■ **Problem description**
Leaving the pictures aside, reproduce the data in full and word for word.

Collected data
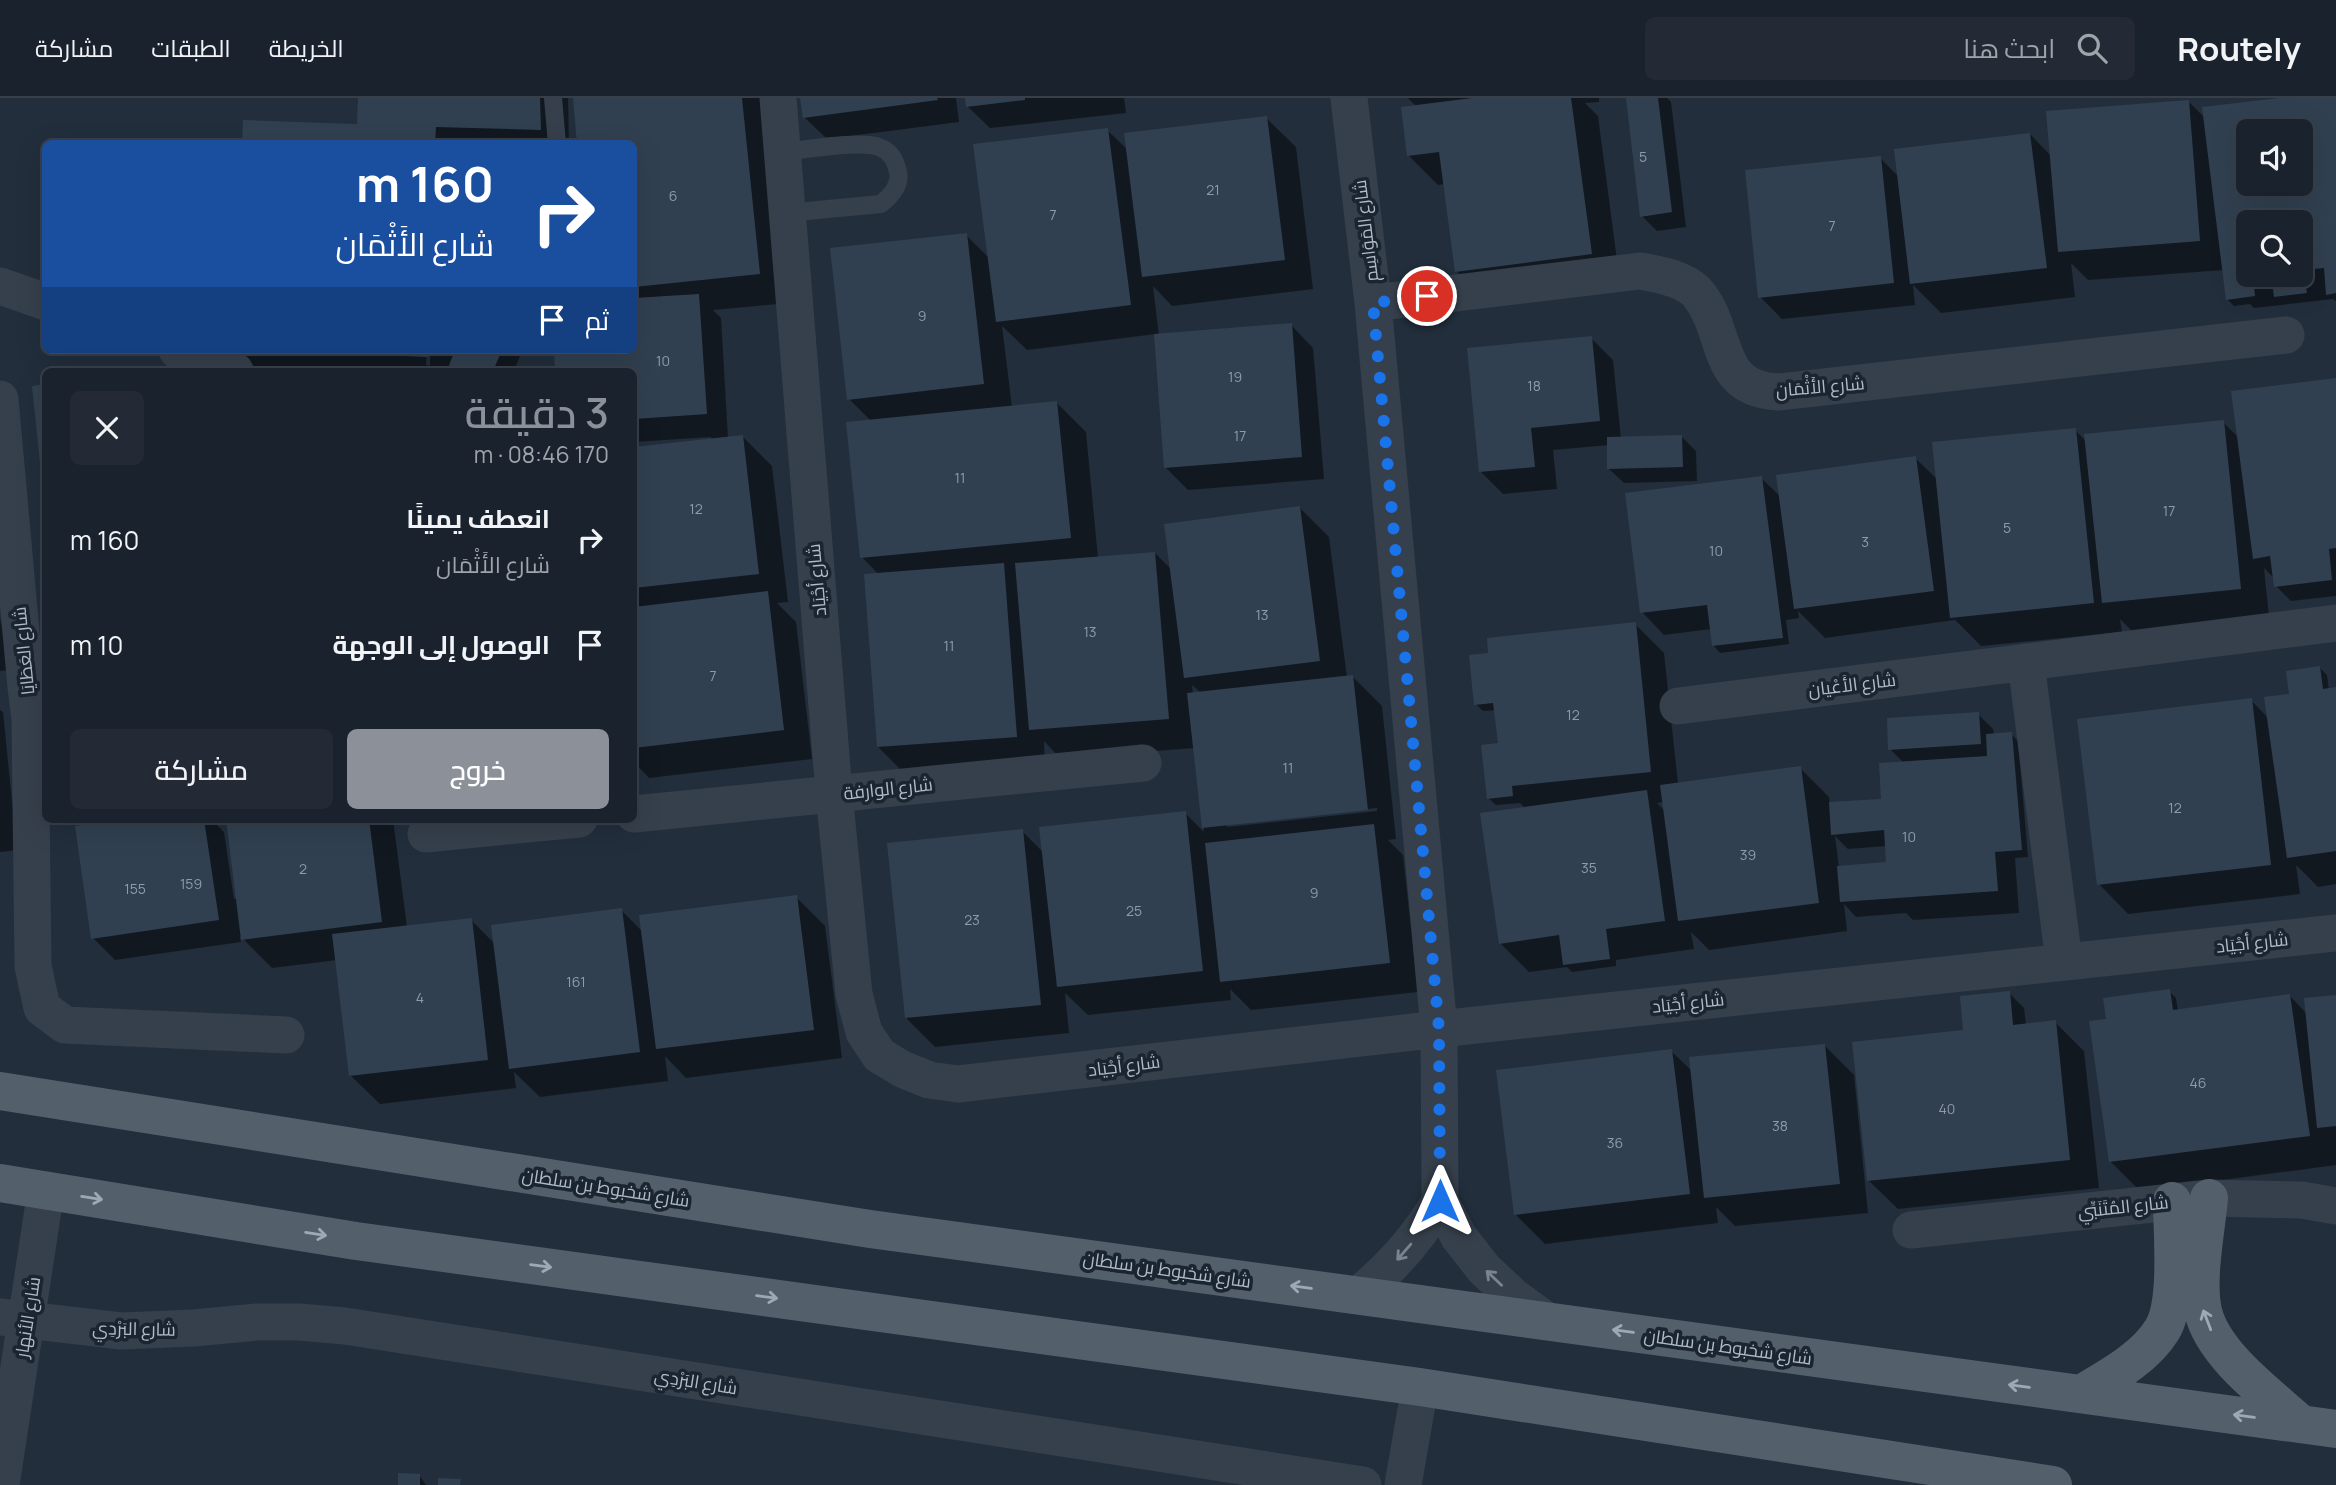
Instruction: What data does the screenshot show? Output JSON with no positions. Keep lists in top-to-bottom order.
{
  "streets": {
    "main road": ["شارع شخبوط بن سلطان"],
    "street": [
      "شارع المَوَاسِم",
      "شارع الأَثْمَان",
      "شارع أجْيَاد",
      "شارع العَطَايَا",
      "شارع الأَعْيان",
      "شارع الوارفة",
      "شارع المُتَنَبِّي",
      "شارع الأنهار",
      "شارع البَرْدِي"
    ]
  },
  "crossings": [
    ["شارع المَوَاسِم", "شارع الأَثْمَان"],
    ["شارع المَوَاسِم", "شارع أجْيَاد"],
    ["شارع المَوَاسِم", "شارع شخبوط بن سلطان"],
    ["شارع أجْيَاد", "شارع الوارفة"],
    ["شارع الأنهار", "شارع البَرْدِي"]
  ],
  "house_numbers": [
    "5",
    "21",
    "6",
    "7",
    "7",
    "9",
    "10",
    "19",
    "18",
    "17",
    "11",
    "12",
    "17",
    "5",
    "3",
    "10",
    "13",
    "13",
    "11",
    "7",
    "12",
    "11",
    "12",
    "10",
    "39",
    "35",
    "2",
    "159",
    "155",
    "9",
    "25",
    "23",
    "161",
    "4",
    "46",
    "40",
    "38",
    "36"
  ],
  "page": {
    "header": "Routely",
    "search": "ابحث هنا",
    "nav": ["الخريطة", "الطبقات", "مشاركة"],
    "turn": ["160 m", "شارع الأَثْمَان"],
    "then": "ثم",
    "heading": ["3 دقيقة", "170 m · 08:46"],
    "list": [
      {
        "name": "انعطف يمينًا",
        "note": "شارع الأَثْمَان",
        "value": "160 m"
      },
      {
        "name": "الوصول إلى الوجهة",
        "value": "10 m"
      }
    ],
    "buttons": ["خروج", "مشاركة"]
  }
}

■ **Written answer**
Instruction: What data does the screenshot show? Output JSON with no positions. Keep lists in top-to-bottom order.
{
  "streets": {
    "main road": ["شارع شخبوط بن سلطان"],
    "street": [
      "شارع المَوَاسِم",
      "شارع الأَثْمَان",
      "شارع أجْيَاد",
      "شارع العَطَايَا",
      "شارع الأَعْيان",
      "شارع الوارفة",
      "شارع المُتَنَبِّي",
      "شارع الأنهار",
      "شارع البَرْدِي"
    ]
  },
  "crossings": [
    ["شارع المَوَاسِم", "شارع الأَثْمَان"],
    ["شارع المَوَاسِم", "شارع أجْيَاد"],
    ["شارع المَوَاسِم", "شارع شخبوط بن سلطان"],
    ["شارع أجْيَاد", "شارع الوارفة"],
    ["شارع الأنهار", "شارع البَرْدِي"]
  ],
  "house_numbers": [
    "5",
    "21",
    "6",
    "7",
    "7",
    "9",
    "10",
    "19",
    "18",
    "17",
    "11",
    "12",
    "17",
    "5",
    "3",
    "10",
    "13",
    "13",
    "11",
    "7",
    "12",
    "11",
    "12",
    "10",
    "39",
    "35",
    "2",
    "159",
    "155",
    "9",
    "25",
    "23",
    "161",
    "4",
    "46",
    "40",
    "38",
    "36"
  ],
  "page": {
    "header": "Routely",
    "search": "ابحث هنا",
    "nav": ["الخريطة", "الطبقات", "مشاركة"],
    "turn": ["160 m", "شارع الأَثْمَان"],
    "then": "ثم",
    "heading": ["3 دقيقة", "170 m · 08:46"],
    "list": [
      {
        "name": "انعطف يمينًا",
        "note": "شارع الأَثْمَان",
        "value": "160 m"
      },
      {
        "name": "الوصول إلى الوجهة",
        "value": "10 m"
      }
    ],
    "buttons": ["خروج", "مشاركة"]
  }
}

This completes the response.